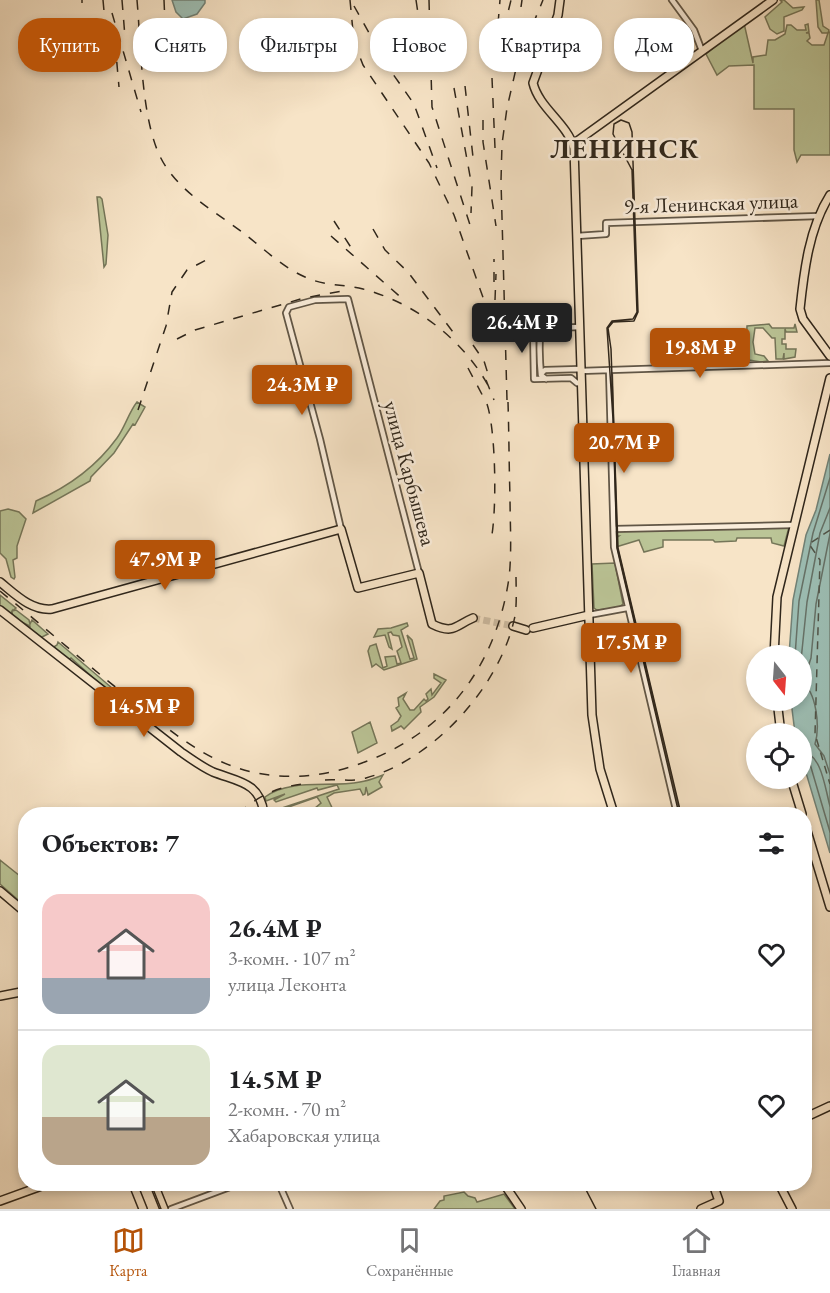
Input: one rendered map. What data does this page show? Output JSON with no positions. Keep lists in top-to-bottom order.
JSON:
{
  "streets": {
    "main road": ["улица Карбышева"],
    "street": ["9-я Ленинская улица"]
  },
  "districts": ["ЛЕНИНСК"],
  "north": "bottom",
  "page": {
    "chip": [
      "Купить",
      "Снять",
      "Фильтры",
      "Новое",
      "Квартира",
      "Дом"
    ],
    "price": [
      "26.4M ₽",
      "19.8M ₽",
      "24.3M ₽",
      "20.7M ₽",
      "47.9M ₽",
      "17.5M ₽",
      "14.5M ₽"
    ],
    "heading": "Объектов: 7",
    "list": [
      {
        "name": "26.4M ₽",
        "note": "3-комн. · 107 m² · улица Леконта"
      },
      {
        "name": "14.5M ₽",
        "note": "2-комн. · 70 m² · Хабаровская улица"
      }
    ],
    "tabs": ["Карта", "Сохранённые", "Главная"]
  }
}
--------
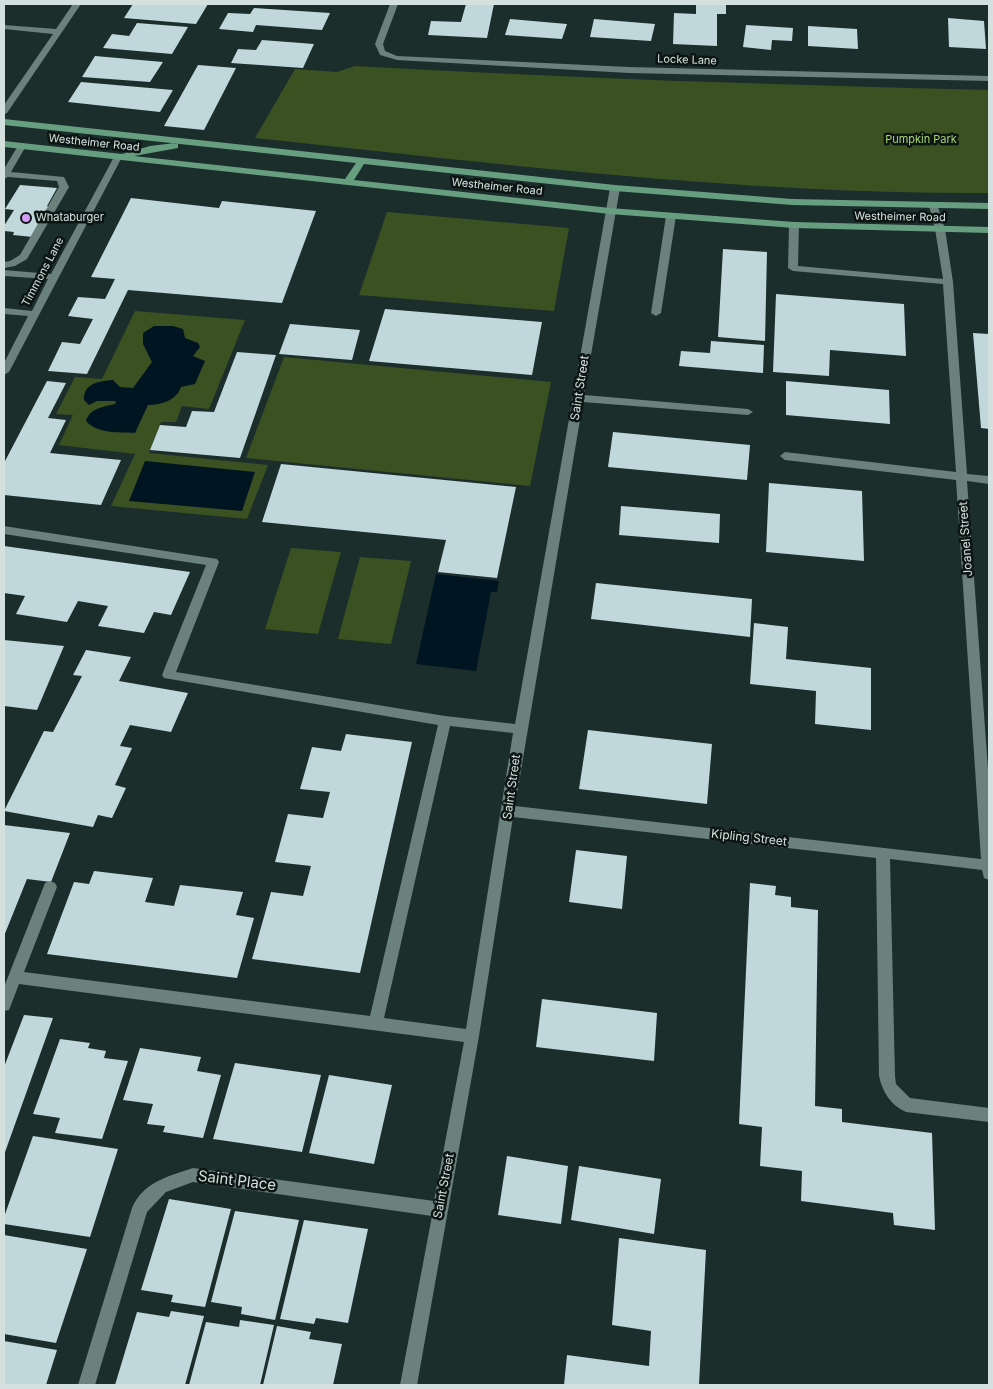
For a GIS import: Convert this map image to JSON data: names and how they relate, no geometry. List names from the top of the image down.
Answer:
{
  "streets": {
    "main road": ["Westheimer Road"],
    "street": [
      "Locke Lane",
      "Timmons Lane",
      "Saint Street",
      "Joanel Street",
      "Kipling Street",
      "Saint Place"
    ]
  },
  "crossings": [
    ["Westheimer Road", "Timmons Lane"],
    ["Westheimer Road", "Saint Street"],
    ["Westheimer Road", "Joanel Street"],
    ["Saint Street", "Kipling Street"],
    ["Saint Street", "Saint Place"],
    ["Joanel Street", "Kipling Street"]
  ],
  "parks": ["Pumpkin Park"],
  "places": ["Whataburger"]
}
--------
WHAT YOU NEED TO DO: In the material above, show every line where the word "data" turns up.

FINISHED TASK:
Input: one rendered map. What data does this page show? Output JSON with no positions. Keep lists in top-to-bottom order.
For a GIS import: Convert this map image to JSON data: names and how they relate, no geometry. List names from the top of the image down.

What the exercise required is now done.